Return every line from the records below with the string "canal".

[PROVIDED DATA]

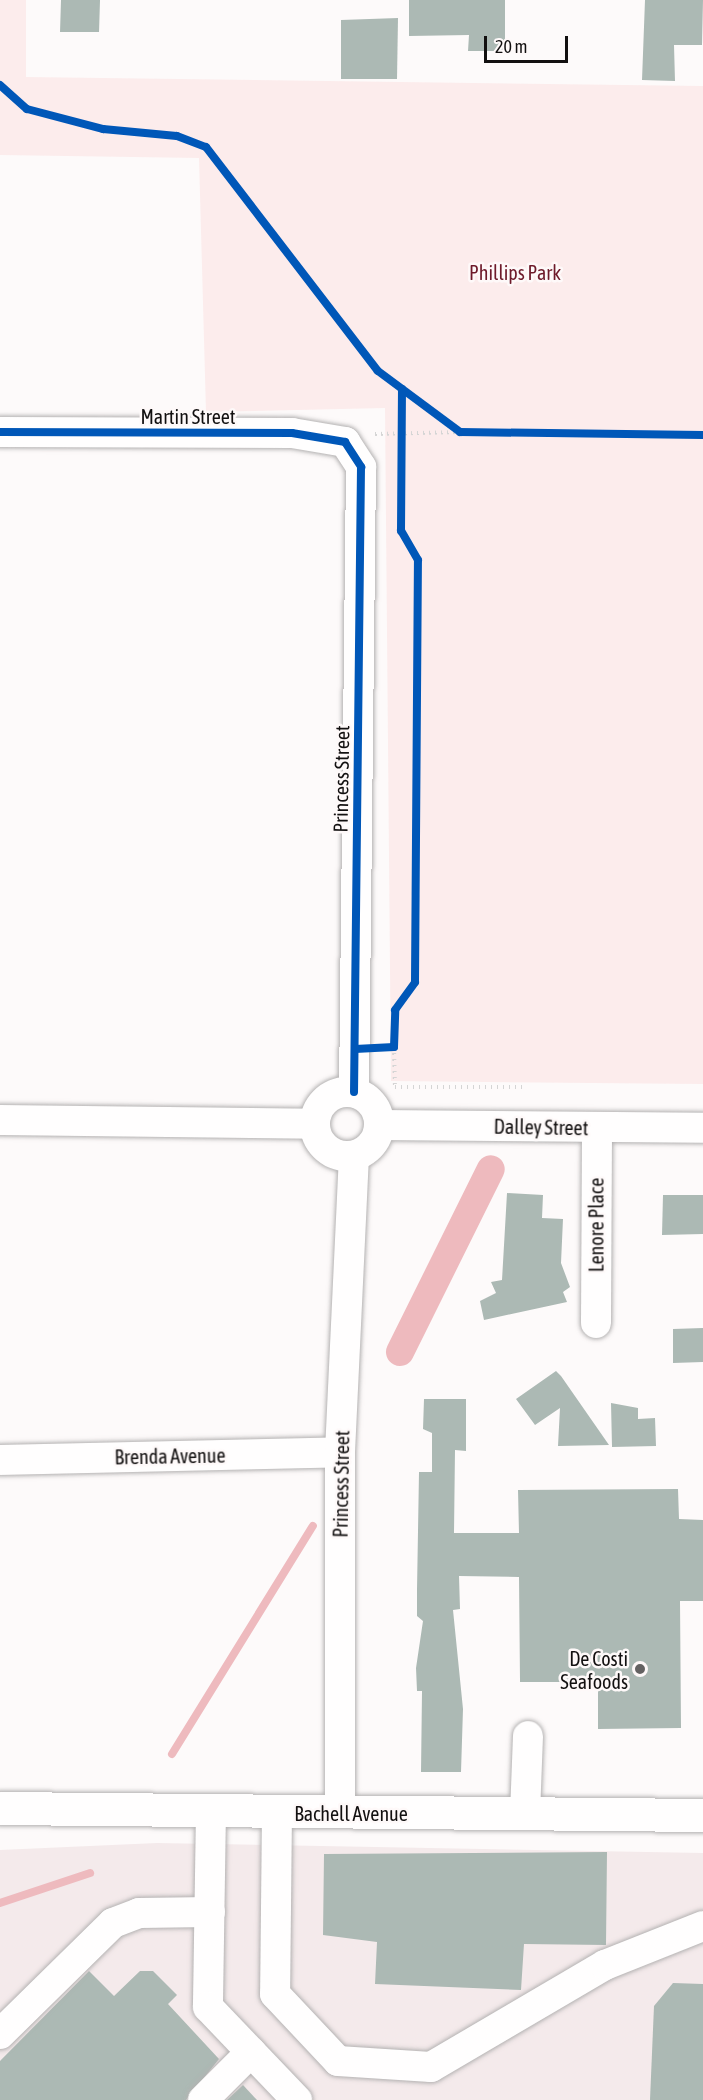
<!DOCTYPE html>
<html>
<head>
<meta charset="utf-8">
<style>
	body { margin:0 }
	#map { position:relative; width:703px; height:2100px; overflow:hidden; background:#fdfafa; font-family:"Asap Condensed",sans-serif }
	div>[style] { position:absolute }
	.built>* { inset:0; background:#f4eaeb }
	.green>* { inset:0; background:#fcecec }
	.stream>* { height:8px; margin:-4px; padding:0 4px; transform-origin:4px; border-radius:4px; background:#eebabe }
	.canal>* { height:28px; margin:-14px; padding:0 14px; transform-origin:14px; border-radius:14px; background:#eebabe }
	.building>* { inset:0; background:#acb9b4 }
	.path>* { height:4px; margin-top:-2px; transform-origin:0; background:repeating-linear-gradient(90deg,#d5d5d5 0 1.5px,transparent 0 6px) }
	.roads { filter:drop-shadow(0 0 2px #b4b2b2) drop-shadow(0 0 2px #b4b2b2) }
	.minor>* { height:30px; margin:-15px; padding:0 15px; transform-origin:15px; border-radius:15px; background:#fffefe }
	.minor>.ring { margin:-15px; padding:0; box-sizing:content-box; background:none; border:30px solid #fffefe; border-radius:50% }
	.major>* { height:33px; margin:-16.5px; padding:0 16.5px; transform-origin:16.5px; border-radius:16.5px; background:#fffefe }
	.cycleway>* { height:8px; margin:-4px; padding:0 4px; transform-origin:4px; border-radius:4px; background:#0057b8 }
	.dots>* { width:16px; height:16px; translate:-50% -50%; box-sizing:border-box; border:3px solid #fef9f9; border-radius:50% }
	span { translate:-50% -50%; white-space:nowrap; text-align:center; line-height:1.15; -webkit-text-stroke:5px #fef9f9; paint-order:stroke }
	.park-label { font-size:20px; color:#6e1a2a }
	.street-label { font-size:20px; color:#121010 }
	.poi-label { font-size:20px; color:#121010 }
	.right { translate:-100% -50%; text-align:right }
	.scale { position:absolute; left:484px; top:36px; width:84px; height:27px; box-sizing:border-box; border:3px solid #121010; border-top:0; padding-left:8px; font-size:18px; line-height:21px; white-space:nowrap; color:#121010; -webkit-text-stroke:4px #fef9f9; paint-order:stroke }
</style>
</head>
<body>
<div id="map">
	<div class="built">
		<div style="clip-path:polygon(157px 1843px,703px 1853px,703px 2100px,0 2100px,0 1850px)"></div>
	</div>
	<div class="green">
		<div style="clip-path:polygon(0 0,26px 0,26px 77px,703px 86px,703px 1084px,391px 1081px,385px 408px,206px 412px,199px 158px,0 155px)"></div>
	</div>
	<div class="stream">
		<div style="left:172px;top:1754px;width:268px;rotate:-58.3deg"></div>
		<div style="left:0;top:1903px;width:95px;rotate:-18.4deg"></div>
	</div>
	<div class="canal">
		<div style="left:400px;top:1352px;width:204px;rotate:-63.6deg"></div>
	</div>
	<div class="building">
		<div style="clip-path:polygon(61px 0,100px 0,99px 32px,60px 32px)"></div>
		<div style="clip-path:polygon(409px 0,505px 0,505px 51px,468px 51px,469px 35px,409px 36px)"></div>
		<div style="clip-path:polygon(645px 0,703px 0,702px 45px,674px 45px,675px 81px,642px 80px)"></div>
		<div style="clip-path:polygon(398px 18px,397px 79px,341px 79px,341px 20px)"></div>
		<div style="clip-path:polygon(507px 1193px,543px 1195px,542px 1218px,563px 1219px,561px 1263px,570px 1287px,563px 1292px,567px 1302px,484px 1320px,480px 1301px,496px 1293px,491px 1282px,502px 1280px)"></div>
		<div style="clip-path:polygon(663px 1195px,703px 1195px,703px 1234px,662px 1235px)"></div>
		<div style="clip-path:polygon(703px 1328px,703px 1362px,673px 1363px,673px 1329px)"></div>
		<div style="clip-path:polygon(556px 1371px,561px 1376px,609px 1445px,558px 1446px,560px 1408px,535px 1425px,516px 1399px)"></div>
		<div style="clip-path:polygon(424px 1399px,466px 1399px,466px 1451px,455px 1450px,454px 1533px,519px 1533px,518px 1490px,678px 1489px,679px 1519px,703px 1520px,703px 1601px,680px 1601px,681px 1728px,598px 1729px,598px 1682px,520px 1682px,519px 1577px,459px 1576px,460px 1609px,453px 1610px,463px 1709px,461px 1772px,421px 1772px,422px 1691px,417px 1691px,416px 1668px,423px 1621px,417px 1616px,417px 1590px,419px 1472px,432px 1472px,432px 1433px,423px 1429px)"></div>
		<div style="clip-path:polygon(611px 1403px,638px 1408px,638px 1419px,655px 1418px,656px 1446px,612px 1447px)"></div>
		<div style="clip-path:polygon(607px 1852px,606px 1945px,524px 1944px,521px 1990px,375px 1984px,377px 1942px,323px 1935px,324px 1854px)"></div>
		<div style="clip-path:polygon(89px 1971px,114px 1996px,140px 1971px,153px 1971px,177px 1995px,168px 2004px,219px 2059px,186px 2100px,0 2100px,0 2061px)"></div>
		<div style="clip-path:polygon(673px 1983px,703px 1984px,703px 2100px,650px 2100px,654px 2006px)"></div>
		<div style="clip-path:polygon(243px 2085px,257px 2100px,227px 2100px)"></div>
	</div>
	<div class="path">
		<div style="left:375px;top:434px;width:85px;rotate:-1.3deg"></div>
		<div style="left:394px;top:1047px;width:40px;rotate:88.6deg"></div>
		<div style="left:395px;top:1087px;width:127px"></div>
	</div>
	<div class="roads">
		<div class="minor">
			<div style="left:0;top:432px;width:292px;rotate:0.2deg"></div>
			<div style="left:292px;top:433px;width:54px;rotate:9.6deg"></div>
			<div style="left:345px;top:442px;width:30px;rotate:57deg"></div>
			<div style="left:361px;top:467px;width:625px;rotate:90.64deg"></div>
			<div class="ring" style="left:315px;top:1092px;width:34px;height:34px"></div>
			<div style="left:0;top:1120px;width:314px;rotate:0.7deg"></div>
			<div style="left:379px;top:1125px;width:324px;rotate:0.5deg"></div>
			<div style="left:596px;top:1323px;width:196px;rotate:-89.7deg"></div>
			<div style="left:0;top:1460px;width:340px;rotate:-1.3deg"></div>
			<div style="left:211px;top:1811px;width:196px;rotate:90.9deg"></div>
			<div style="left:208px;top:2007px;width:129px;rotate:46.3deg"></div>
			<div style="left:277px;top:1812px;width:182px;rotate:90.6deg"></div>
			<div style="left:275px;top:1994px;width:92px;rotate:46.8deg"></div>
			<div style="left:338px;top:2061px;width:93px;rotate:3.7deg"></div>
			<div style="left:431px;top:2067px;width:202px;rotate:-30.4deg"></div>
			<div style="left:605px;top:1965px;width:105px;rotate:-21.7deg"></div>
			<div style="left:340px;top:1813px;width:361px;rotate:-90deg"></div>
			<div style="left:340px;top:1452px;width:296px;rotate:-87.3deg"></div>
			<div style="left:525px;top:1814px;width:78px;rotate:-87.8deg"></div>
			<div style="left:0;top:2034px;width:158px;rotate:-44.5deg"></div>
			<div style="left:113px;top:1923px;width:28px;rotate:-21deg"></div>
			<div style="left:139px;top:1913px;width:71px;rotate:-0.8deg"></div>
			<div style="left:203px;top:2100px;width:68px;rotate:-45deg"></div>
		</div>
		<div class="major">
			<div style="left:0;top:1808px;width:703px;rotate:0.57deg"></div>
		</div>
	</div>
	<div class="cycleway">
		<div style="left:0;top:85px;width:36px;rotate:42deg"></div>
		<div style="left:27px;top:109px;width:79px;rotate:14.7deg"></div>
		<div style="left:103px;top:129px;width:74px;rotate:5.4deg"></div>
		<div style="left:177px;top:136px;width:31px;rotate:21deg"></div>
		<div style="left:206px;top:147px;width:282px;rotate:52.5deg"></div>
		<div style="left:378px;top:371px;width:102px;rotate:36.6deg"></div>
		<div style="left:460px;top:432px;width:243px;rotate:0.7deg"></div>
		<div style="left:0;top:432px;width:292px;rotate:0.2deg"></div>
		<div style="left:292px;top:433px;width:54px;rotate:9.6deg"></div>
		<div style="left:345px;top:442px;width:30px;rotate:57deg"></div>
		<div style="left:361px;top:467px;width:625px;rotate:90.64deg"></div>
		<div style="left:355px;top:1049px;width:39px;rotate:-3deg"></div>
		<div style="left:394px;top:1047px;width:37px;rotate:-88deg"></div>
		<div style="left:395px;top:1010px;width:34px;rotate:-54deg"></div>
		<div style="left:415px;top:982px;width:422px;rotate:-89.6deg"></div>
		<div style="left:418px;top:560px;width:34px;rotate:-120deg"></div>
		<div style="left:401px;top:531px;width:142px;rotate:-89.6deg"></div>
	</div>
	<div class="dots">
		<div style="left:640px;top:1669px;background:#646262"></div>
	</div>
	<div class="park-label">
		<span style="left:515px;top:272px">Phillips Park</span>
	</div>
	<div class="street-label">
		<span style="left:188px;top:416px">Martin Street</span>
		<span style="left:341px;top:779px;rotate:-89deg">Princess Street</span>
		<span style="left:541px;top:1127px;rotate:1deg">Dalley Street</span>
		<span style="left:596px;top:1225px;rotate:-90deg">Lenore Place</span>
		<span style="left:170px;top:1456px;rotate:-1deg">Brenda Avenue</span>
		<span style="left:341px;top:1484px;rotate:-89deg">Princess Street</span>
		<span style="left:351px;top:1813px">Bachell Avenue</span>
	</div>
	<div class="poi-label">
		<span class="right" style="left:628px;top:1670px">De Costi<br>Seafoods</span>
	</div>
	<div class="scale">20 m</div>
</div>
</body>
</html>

[/PROVIDED DATA]

→ ANSWER TO THE EXERCISE
	.canal>* { height:28px; margin:-14px; padding:0 14px; transform-origin:14px; border-radius:14px; background:#eebabe }
	<div class="canal">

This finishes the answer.